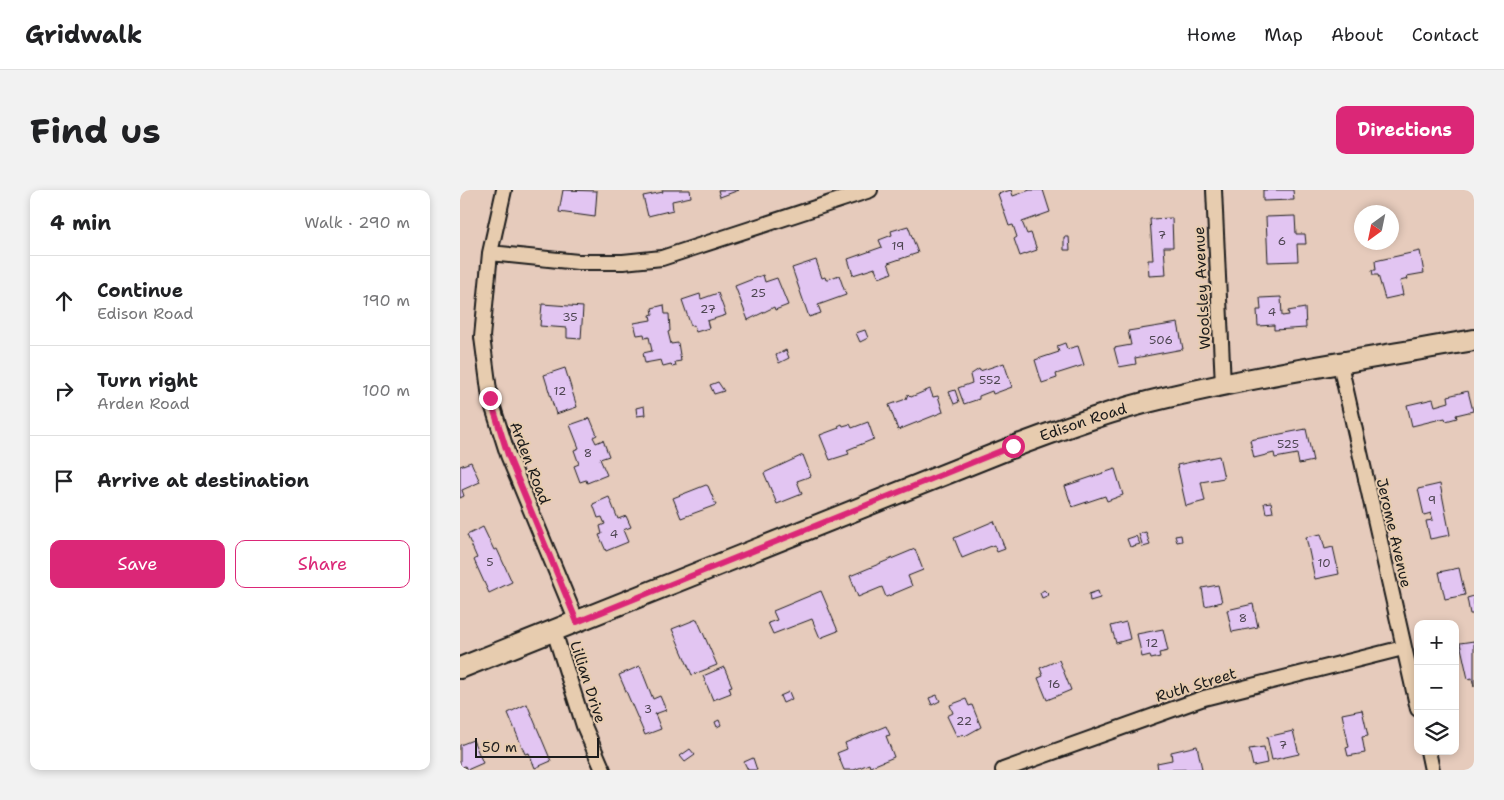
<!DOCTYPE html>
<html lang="en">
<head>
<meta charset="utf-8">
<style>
  body { margin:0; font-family:"Shantell Sans",sans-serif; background:#f2f2f2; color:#202124 }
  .controls { position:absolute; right:15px; bottom:15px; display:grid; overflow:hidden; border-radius:10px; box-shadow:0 2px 8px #0003 }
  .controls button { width:45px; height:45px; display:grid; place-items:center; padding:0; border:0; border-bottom:1px solid #e0e0e0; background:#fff; color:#202124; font:25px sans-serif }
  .compass { position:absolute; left:894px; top:15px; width:45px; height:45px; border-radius:50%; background:#fff; box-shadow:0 2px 8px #0003; rotate:213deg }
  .scale { position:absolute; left:15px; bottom:12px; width:124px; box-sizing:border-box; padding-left:5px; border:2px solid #1c1c1c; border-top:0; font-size:14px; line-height:18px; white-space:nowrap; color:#1c1c1c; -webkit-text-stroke:4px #e7ccaf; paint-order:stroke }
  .stop { position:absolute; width:15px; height:15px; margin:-11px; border:4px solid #db2777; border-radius:50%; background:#fff }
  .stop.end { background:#db2777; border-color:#fff; box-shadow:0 1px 5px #0008 }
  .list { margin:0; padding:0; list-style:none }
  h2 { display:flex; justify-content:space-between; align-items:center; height:65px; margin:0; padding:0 20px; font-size:21px }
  h2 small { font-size:16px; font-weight:400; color:#757577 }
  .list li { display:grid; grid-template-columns:32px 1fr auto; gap:15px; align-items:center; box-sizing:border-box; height:90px; padding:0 20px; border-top:1px solid #e0e0e0 }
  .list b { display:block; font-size:19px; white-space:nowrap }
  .list p { margin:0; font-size:16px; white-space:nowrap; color:#757577 }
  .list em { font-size:16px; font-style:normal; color:#757577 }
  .actions { display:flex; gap:10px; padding:15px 20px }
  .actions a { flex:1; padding:11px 0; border:1px solid #db2777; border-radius:10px; text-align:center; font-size:18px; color:#db2777 }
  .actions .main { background:#db2777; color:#fff }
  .icon { flex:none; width:28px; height:28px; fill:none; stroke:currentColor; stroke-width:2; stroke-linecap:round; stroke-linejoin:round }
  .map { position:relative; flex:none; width:1014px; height:580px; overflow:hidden; border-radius:10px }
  header { display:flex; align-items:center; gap:30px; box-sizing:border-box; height:70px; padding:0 25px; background:#fff; border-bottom:1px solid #e0e0e0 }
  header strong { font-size:24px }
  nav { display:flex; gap:28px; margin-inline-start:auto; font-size:18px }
  .intro { display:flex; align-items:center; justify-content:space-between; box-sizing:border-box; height:120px; padding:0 30px }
  h1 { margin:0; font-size:35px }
  .button { padding:12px 22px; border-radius:10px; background:#db2777; color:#fff; font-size:18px; font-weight:700 }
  main { display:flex; gap:30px; padding:0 30px }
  aside { flex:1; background:#fff; border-radius:10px; box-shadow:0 2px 8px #0003 }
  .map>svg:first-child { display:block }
  .building { fill:#e2c5f2; stroke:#1c1c1c }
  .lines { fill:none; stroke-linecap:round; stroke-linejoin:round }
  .street-casing { stroke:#1c1c1c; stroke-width:18 }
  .secondary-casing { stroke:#1c1c1c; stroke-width:24 }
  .street { stroke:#e7ccaf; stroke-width:14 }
  .secondary { stroke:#e7ccaf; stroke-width:20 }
  .route { stroke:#db2777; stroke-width:6 }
  .labels { text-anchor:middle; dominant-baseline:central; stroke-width:4; stroke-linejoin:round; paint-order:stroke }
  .number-label { font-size:12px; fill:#4e4652 }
  .street-label { font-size:15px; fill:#1c1c1c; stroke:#e7ccaf }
</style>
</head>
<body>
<header>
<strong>Gridwalk</strong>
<nav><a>Home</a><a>Map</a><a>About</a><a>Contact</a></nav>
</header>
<div class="intro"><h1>Find us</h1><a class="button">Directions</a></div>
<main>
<aside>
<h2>4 min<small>Walk · 290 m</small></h2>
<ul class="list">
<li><svg class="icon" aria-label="ahead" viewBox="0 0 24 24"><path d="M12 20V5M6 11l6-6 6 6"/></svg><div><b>Continue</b><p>Edison Road</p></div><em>190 m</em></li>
<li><svg class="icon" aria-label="right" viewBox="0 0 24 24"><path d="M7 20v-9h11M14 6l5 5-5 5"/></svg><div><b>Turn right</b><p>Arden Road</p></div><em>100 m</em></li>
<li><svg class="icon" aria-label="arrive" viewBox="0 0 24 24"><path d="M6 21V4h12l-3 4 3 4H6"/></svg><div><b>Arrive at destination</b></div></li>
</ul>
<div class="actions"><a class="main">Save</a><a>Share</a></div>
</aside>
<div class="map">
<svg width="1014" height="580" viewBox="0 0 1014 580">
  <rect width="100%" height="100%" fill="#e6cbbc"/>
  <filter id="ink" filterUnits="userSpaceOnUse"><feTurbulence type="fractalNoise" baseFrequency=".02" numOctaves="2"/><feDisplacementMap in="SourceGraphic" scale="10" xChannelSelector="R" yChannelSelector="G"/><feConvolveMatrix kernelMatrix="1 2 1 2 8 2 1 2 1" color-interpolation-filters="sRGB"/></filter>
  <g filter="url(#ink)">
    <path class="building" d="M103,0L137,1L135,27L99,22Z
      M202,0H230L231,7L212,11L213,20L188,26L183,6L203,2Z
      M258,0H279L260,7Z
      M551,0L553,6L570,0H583L590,22L562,32L567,44L571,43L577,60L560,66L554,49L557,47L553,35L549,36L538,4Z
      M803,0H833L834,10L803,11Z
      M835,26L836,44H845L846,54H837L838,71L808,72L806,27Z
      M712,28L713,57H704L706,85L689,86L688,70H693L690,29Z
      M448,36L458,63L428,73L432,83L419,88L415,78L393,85L388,69L422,57L419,50L432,45L431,41Z
      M604,47H609L610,60H604Z
      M960,61L964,83L947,86L948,89L940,91L943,105L925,109L918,85H913L912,80H916L915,71Z
      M356,70L362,88L365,87L366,90L379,85L386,105L358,115L361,123L349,127L332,78Z
      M303,85L305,92L317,88L328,115L315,120L314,117L288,130L275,96Z
      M258,103L266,125L247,131L249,138L236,142L234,135L231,136L222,110L240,104L241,109Z
      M821,107L822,126L829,125L828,121L845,118L846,138L814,140V135L798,136L797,120H801L800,108Z
      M82,114L123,117L121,149L107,148V138L80,136Z
      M204,115L205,124H209L210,141L208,142L211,154L218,153L221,171L215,172L216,176L212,177L211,174L203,176L201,170L185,173L183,163L192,161L189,147L185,148L184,144L177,145L174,133L191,130L190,125L193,124L192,118Z
      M718,133L723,159L675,168L676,174L659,177L654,158L671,155L668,141Z
      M405,140L408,148L400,152L396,143Z
      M605,153L607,159L618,156L624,175L596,184L597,188L582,193L575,170L599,162L597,156Z
      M326,160L329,168L319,173L316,165Z
      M544,173L552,197L533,204L532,201L519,206V209L504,214L498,198L512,193L510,185L519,179L520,181Z
      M105,178L117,217L96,224L84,185Z
      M258,192L264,201L254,204L250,195Z
      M470,199L473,207L478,206L483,222L438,240L429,215L446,209L448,204L451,207Z
      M495,200L499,212L494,214L489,202Z
      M1008,201L1013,221L996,225L997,228L986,231L985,228L952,236L947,215L973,209L975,216L989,212L988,206Z
      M184,216L185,225L177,226L176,218Z
      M130,228L137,245L133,247L136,253L143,250L149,266L140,269L147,285L127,293L126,290L120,292L114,276L119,274L114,260L119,258L110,235Z
      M408,232L414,249L387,260L389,264L370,270L360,245L379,238L378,236L382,234L383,236L390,234L392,238Z
      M846,239L853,271L839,274L837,264L815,268L814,263L794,268L790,250Z
      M343,265L351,286L337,291L342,304L317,314L304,283Z
      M759,266L764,288L741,292L745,311L726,316L717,275Z
      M11,272L20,292L2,300L4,306L0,308V276Z
      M655,279L663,305L647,311L645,306L612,317L605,296Z
      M980,294L990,345L970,349L966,331L973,330L971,323L964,325L958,299Z
      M246,295L248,296L256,315L221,328L213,308Z
      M149,307L158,329L166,326L171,337L163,340L168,352L146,361L139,345L142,344L140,336L145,334L142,327L138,328L133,314Z
      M811,312L813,322L806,323L804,313Z
      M534,331L545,359L537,362L534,355L502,368L494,348Z
      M23,337L34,360L37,359L52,392L29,403L14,370L17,368L7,345Z
      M686,342L690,355L683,357L679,344Z
      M861,344L865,359L873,357L879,384L855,389L846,347Z
      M721,345L722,351L717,352L715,346Z
      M676,346L680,354L670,357L667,349Z
      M455,359L463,380L448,386L452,396L426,407L422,397L398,407L390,386Z
      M999,378L1005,405L985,409L979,382Z
      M758,395L762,412L745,416L742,398Z
      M584,400L589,405L582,408L580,403Z
      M361,401L378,441L360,448L352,429L313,444L308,433L317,430L313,421Z
      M638,401L640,408L630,411L629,404Z
      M1014,406V424H1010L1007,408Z
      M793,414L798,437L772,442L767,420Z
      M237,429L257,475L232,485L212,439Z
      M666,432L670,449L656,453L651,436Z
      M703,439L708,461L699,463L700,467L691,469L690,465L682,467L677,444Z
      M1014,451V497L1012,488L1008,489L1000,453Z
      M599,470L611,500L587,510L578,488L583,486L580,478Z
      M180,476L193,509L200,506L206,520L195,524L201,539L185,545L159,485Z
      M264,477L272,496L269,497L271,503L253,510L243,486Z
      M329,502L332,509L323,513L320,506Z
      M477,505L480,511L472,515L469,508Z
      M506,509L509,516L512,515L521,537L505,546L503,544L497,547L487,526L493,523L490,515Z
      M67,514L91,571L75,578L69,563L65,564L48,523Z
      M902,520L908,546L902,547L905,563L888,566L886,558L889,557L882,524Z
      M259,530L261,535L257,537L255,532Z
      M426,536L430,545L426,546L434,567L410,577L409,574L394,580H384L377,563L387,559L385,553Z
      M833,541L839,564L812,570L807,547Z
      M13,550L23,573L7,580L5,576L0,578V555Z
      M737,556L742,579L698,580L697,573L712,570L711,562Z
      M804,557L807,573L793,576L789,559Z
      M230,559L235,565L225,572L220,566Z
      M293,568L297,580H288L284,572Z"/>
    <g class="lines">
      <g class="street-casing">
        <path id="street" d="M44,0L30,63L22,147L30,208L48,265L117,432
          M754,0L763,195
          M30,63L118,72H163L202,68L410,0
          M880,174L958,519
          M94,441L124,536L143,580
          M968,561L972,580
          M543,580L744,508L943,458"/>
      </g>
      <g class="secondary-casing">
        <g id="secondary">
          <path id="s1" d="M0,478L553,257C604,238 655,219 708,207C809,183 912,168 1014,150"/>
        </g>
      </g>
      <use href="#street" class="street"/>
      <use href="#secondary" class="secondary"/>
    </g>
  </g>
  <g class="lines" filter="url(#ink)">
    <path class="route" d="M30,208L48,265L117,432L553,256"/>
  </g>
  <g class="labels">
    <g class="number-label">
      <text x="702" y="45">7</text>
      <text x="822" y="51">6</text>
      <text x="438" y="56">19</text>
      <text x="298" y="103">25</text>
      <text x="248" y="119">27</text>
      <text x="812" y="122">4</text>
      <text x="110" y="127">35</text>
      <text x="701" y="150">506</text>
      <text x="530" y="190">552</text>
      <text x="100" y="201">12</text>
      <text x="828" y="254">525</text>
      <text x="128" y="263">8</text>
      <text x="972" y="310">9</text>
      <text x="154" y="344">4</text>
      <text x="30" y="372">5</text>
      <text x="864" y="373">10</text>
      <text x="783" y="428">8</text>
      <text x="692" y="453">12</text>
      <text x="594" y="494">16</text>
      <text x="188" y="519">3</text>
      <text x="504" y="531">22</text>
      <text x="823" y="555">7</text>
    </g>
    <g class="street-label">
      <text transform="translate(742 98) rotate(-93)">Woolsley Avenue</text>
      <text stroke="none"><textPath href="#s1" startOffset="670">Edison Road</textPath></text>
      <text transform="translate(70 273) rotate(69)">Arden Road</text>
      <text transform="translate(934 343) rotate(77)">Jerome Avenue</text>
      <text transform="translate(128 492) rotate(72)">Lillian Drive</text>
      <text transform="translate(736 495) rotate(-17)">Ruth Street</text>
    </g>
  </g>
</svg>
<div class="controls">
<button>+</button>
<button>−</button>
<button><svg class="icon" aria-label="layers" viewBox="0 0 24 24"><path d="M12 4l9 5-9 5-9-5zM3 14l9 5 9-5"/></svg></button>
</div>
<svg class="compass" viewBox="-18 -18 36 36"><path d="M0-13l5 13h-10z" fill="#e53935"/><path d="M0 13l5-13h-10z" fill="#757577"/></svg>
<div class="scale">50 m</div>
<div class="stop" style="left:553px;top:256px"></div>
<div class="stop end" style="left:30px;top:208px"></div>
</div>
</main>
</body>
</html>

- - - - -

What the task requires:
The expected output is every line of the records in which the string "compass" appears.

Output of the exercise:
  .compass { position:absolute; left:894px; top:15px; width:45px; height:45px; border-radius:50%; background:#fff; box-shadow:0 2px 8px #0003; rotate:213deg }
<svg class="compass" viewBox="-18 -18 36 36"><path d="M0-13l5 13h-10z" fill="#e53935"/><path d="M0 13l5-13h-10z" fill="#757577"/></svg>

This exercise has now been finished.